The little travel alarm by her bedside (why did she have a travel alarm, she never went anywhere?) said 10:15, but the heavy weight of dread that pressed down on Marion stopped her from getting up. It was Monday. Monday was a bad day because of the laundry.

Eventually she gathered the strength to push off the weight and forced herself to get out of bed and go into the bathroom. After washing herself she sat for several minutes on the edge of the bath thinking about what she had to do. I don’t know why you get so worked up about this, she said to herself. All you need to do is gather the dirty laundry from the baskets in your and John’s bedrooms and then stuff it all in the big washing machine. And then when it is done, leave it to dry in the face-wardrobe room. That was the simple part. What filled her with dread was washing the third basket that contained the things belonging to the visitors.
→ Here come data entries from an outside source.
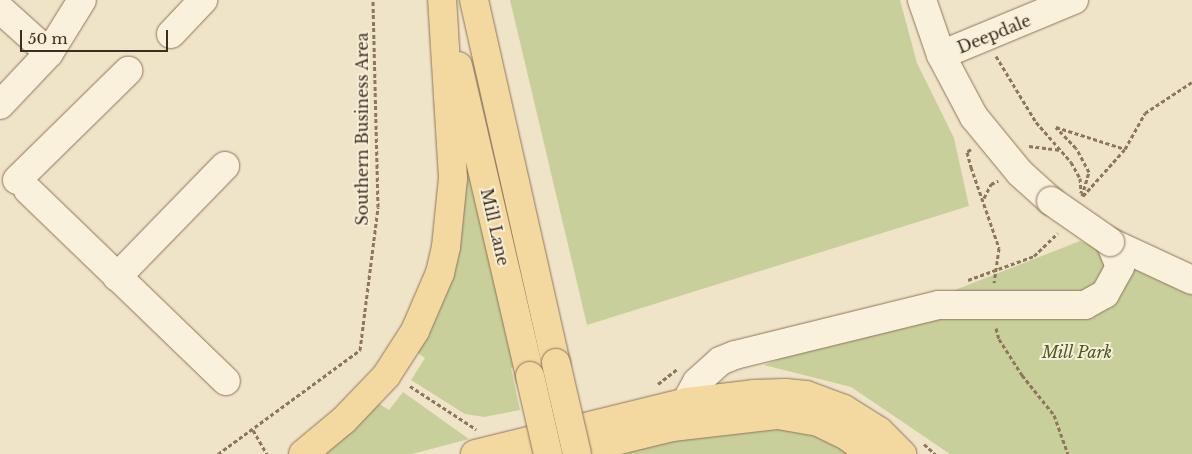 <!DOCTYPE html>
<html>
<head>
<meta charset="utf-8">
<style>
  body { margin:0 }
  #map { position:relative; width:1192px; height:454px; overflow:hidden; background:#f0e4c8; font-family:"Libre Baskerville",serif }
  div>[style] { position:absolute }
  .green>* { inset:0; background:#c9cf9b }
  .path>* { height:3px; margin-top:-1.5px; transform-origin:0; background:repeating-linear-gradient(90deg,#8d765c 0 4px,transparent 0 6.5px) }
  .roads { filter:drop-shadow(0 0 1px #8d765c) drop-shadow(0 0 1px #8d765c) }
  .minor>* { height:28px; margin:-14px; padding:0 14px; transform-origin:14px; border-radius:14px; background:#faf1dc }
  .major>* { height:28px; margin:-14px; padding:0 14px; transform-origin:14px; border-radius:14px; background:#f3d9a0 }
  .bridges { filter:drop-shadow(0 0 1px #8d765c) drop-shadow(0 0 1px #8d765c) }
  .minor-bridge>* { height:28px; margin:-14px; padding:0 14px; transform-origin:14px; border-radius:14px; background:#faf1dc }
  .major-bridge>* { height:28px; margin:-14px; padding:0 14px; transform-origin:14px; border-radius:14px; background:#f3d9a0 }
  span { translate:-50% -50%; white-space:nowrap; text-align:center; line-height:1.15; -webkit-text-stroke:4px #f7eed8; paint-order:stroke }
  .street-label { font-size:16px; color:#3d2e20 }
  .park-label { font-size:16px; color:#4d5a26; font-style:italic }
  .scale { position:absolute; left:20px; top:30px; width:148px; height:22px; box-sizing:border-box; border:2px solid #3d2e20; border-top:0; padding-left:6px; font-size:15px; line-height:18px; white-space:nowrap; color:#3d2e20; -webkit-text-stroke:4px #f7eed8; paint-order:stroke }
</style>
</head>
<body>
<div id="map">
  <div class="green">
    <i style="clip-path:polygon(510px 0,900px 0,917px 63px,954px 138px,969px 206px,587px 325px)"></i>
    <i style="clip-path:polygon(458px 115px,516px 367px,511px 368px,520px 410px,484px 417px,465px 414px,411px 380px,425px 358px,414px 350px)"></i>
    <i style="clip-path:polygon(1080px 241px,1192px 289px,1192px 454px,950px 454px,851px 387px,764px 365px)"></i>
    <i style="clip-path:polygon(403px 392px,469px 439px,412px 454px,322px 454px,378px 403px,389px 410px)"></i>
    <i style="clip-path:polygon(797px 423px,863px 454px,606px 454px,715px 427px)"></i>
  </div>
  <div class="path">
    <i style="left:996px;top:56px;width:77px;rotate:58.8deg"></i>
    <i style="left:1036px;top:122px;width:53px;rotate:48.8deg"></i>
    <i style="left:1071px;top:162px;width:18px;rotate:61deg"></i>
    <i style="left:1080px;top:178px;width:15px;rotate:86deg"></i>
    <i style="left:1029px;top:146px;width:32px;rotate:7deg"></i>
    <i style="left:971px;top:149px;width:5px;rotate:143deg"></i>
    <i style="left:967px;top:152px;width:16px;rotate:75deg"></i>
    <i style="left:971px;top:167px;width:86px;rotate:70.9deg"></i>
    <i style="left:999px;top:248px;width:35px;rotate:98deg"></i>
    <i style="left:1082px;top:196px;width:25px;rotate:-74deg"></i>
    <i style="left:1089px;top:172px;width:27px;rotate:-118deg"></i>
    <i style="left:1076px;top:148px;width:29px;rotate:-134deg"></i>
    <i style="left:1056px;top:127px;width:72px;rotate:17.7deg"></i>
    <i style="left:1083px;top:196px;width:63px;rotate:-48.2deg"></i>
    <i style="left:1125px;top:149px;width:41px;rotate:-60.9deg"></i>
    <i style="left:1145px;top:113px;width:56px;rotate:-33.4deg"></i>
    <i style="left:984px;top:198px;width:16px;rotate:-63deg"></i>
    <i style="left:991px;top:184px;width:8px;rotate:-23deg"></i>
    <i style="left:968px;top:280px;width:70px;rotate:-20deg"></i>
    <i style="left:1034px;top:256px;width:33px;rotate:-44deg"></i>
    <i style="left:996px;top:328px;width:11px;rotate:75deg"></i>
    <i style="left:999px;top:339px;width:43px;rotate:57.4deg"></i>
    <i style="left:1022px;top:375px;width:51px;rotate:51.3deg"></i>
    <i style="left:1054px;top:415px;width:41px;rotate:70.3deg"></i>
    <i style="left:658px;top:384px;width:24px;rotate:-38deg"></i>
    <i style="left:410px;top:386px;width:79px;rotate:33.1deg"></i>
    <i style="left:253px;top:430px;width:28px;rotate:60deg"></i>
    <i style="left:924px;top:444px;width:15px;rotate:42deg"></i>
    <i style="left:218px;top:454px;width:176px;rotate:-36.2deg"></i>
    <i style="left:360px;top:350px;width:144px;rotate:-82.8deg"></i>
    <i style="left:378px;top:207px;width:207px;rotate:-91.4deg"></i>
  </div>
  <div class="roads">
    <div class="minor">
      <i style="left:922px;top:0;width:58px;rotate:70.9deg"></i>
      <i style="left:941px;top:55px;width:70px;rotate:62deg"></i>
      <i style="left:974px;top:117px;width:72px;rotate:50.6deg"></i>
      <i style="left:1020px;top:173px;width:42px;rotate:42.1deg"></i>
      <i style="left:0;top:9px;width:66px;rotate:41.9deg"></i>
      <i style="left:171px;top:34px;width:47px;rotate:-46.7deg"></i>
      <i style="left:941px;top:55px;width:144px;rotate:-22.5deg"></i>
      <i style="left:0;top:105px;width:71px;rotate:-46.7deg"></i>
      <i style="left:49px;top:53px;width:62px;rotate:-58.1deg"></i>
      <i style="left:17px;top:180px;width:156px;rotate:-44.5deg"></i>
      <i style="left:28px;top:190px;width:275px;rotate:44deg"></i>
      <i style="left:1110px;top:242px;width:90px;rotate:24.9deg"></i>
      <i style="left:117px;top:277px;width:155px;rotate:-45.8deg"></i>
      <i style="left:676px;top:420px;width:43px;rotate:-61.1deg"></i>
      <i style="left:697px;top:382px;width:31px;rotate:-42deg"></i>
      <i style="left:720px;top:361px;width:16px;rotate:-22deg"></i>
      <i style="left:735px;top:355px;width:210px;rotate:-13.8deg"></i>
      <i style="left:939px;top:305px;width:146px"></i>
      <i style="left:1085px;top:305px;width:23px;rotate:-29deg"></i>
      <i style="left:1105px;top:294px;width:31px;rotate:-61deg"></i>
      <i style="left:1120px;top:267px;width:27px;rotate:-112deg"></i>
    </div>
    <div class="major">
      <i style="left:474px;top:0;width:372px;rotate:77.3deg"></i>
      <i style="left:458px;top:66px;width:318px;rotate:76.9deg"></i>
      <i style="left:303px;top:454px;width:53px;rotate:-39.7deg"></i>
      <i style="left:344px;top:420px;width:61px;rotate:-46.3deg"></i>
      <i style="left:386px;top:376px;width:54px;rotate:-57.2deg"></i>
      <i style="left:415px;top:331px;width:63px;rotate:-66.7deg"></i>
      <i style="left:440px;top:273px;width:27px;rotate:-77deg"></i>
      <i style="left:446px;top:247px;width:69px;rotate:-84.2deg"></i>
      <i style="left:453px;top:178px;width:178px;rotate:-93.5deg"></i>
      <i style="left:475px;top:454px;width:218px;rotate:-13.8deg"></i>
      <i style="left:687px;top:402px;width:67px;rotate:-6.8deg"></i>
      <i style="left:754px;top:394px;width:31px;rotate:-2deg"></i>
      <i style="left:785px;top:393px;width:21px;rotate:5deg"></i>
      <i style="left:806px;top:395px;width:40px;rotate:20.2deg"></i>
      <i style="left:844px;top:409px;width:41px;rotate:32.2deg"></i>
      <i style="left:879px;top:431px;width:33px;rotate:45deg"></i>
      <i style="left:562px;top:454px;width:113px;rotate:-13.8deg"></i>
      <i style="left:672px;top:427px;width:107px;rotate:-6.5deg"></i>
      <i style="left:778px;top:415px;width:41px;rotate:9.9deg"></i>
      <i style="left:818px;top:422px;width:32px;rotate:26deg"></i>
      <i style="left:847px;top:436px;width:30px;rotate:37deg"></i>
    </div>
  </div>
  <div class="bridges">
    <div class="minor-bridge">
      <i style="left:1051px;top:201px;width:72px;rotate:34.8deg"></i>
    </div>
    <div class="major-bridge">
      <i style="left:556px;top:363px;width:93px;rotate:77deg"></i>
      <i style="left:530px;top:376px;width:80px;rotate:77deg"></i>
    </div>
  </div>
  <div class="street-label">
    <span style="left:994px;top:34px;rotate:-22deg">Deepdale</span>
    <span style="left:362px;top:129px;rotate:-90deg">Southern Business Area</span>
    <span style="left:495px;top:227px;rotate:77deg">Mill Lane</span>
  </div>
  <div class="park-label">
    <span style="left:1077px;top:352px">Mill Park</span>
  </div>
  <div class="scale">50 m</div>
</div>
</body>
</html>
Of course she could have refused to do their laundry, but that would have meant bringing up the matter with John, and if they were never mentioned, it was easier to pretend that they weren’t really there. Sometimes she would even think to herself: How could there possibly be people living in the cellar of our house? John is only going down to meddle around with his tools, to try and fix all those old broken things he brings home. Then laundry day would come along, reminding her that they must indeed exist, and she would be once again overcome with a brittle, cold feeling of fretfulness.